I am one of the two data scientists designing and implementing the algorithm so that no human intervention is needed to assemble meals. The other data scientist (Lev Naiman) has a PhD in Computer Science from University of Toronto.
MC: Tell us a little about your background and education.
PETRA: I moved from one place to another as a child but consider Leiden, The Netherlands my home town. I have a Master’s degree in Computer Science from Leiden University (Netherlands) and an MBA from the Wharton School (Pennsylvania).
I had had several jobs before joining Platterz as a Data Scientist.
Management Consultant at A.T. Kearney, Amsterdam, Netherlands
Quantitative Researcher at Robeco, Rotterdam, Netherlands
Equity Analyst at Robeco, Rotterdam, Netherlands
Management Consultant at ING, Amsterdam, Netherlands
Data Scientist at Twitter, San Francisco, California
I am also a mentor for a Coursera Course Introduction into General Theory of Relativity.
MC: You mention a degree in Computer Science and an MBA but you also have a strong interest in Physics. Can you say something about your interest in Physics?
PETRA: Physics answers the most fundamental questions about the reality. Of course you can be completely sceptical like Descartes about reality.
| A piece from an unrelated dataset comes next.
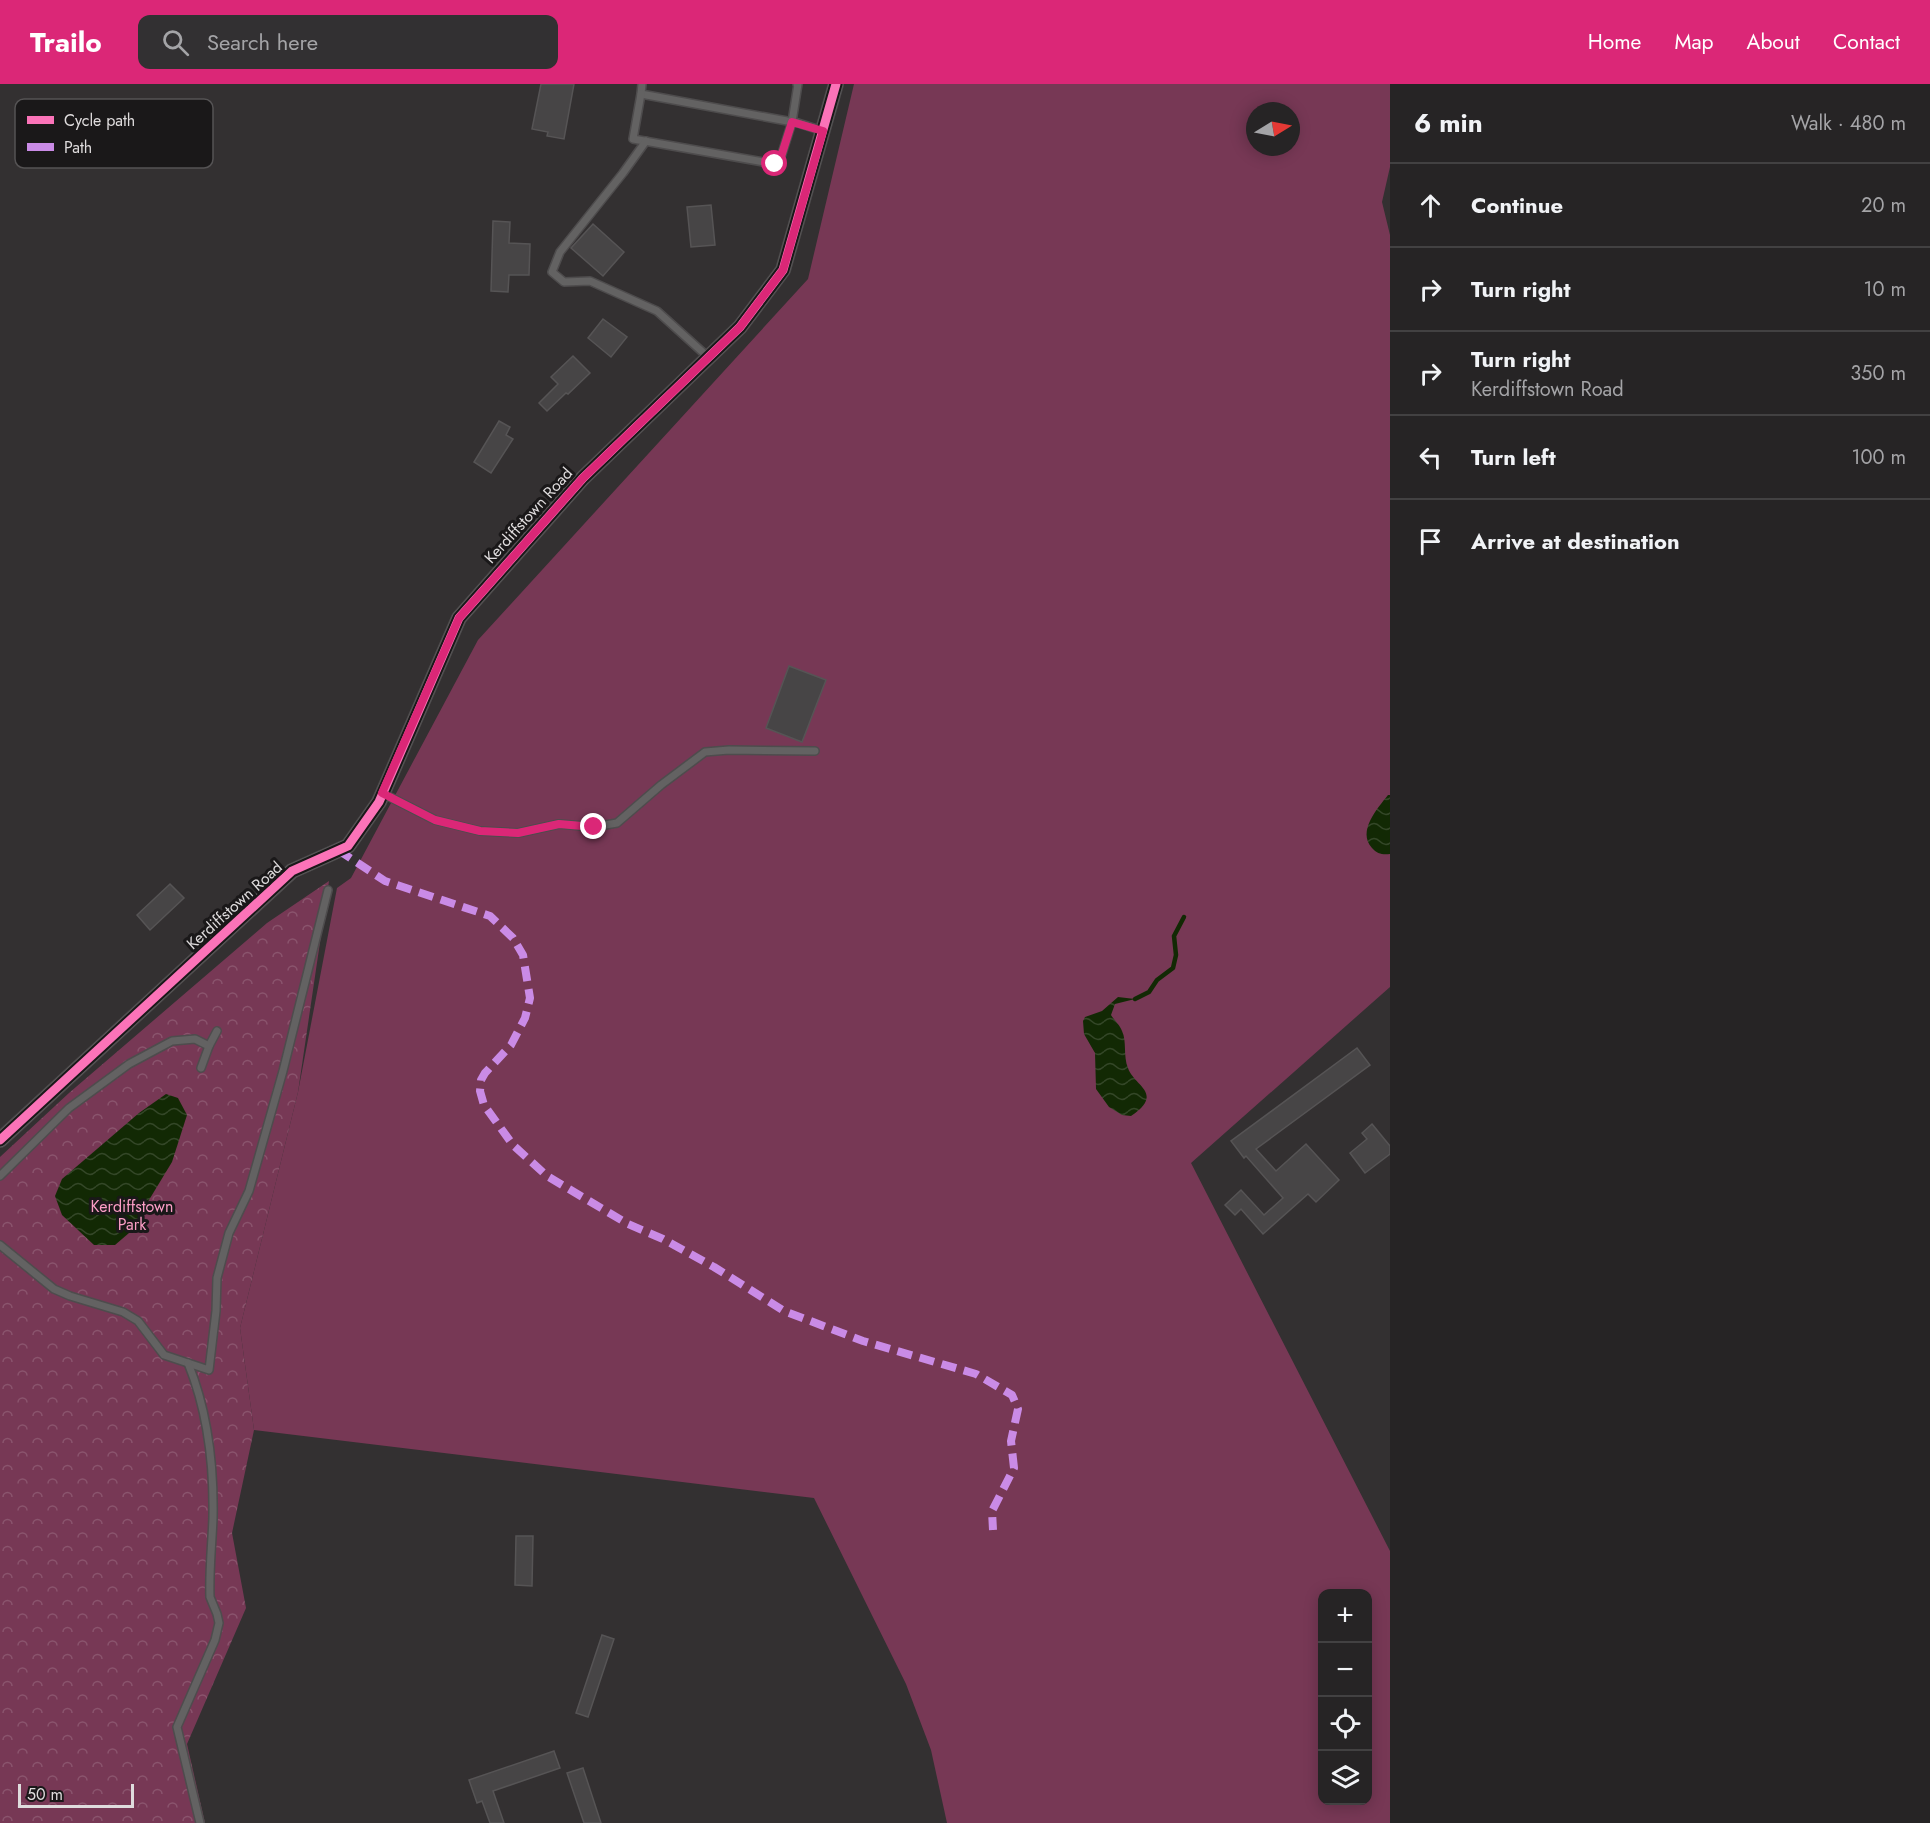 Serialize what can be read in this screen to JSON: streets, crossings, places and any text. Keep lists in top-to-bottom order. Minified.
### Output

But physics is about as far as we can go if we assume the external world is real and understandable (i.e. everything is governed by deterministic or at least probabilistic laws).
To me personally, physics strikes the right balance between complete abstraction of certain fields of mathematics and applicability of engineering. Physics allows me to visual mathematics.
MC: When did you decide to make a career in an area involving so much mathematics?
PETRA: I enjoyed abstract thinking. As a quantitative researcher, I developed pricing models for credit default swaps, interest rate derivatives, etc., using techniques such as stochastic calculus and Markov simulations. I used statistical methods to come up with new trading strategies.
The easiest, and in fact somewhat boring, part of my work as a Data Scientist is the so-called Machine Learning, be it simple logistic regressions or more sophisticated multi-layer neural networks. What really interests me is to solve problems for which there are no existing solutions and which involves creative mathematical modeling. One such example is how to predict customer retention by modeling each customer as a coin-tossing machine with his/her hidden probability of staying a customer (let’s call it theta), and the whole cohort of customers as a distribution of theta’s described by a Gamma distribution.
MC: What do you do when you are not working? What are your hobbies and other interests?
PETRA: I spend a lot of time in the weekend working on problems in General Relativity and Quantum Physics. My personal website (www.petraaxolotl.com) is currently 100% dedicated to physics and mathematics relevant to it.
My other passion is hiking, to be far away from cities and be emerged in nature and close to wild animals and plants.
My daily routine also includes reading at least five lines of Latin, some Greek, and watching 20:00 o’clock evening news in French on France 2.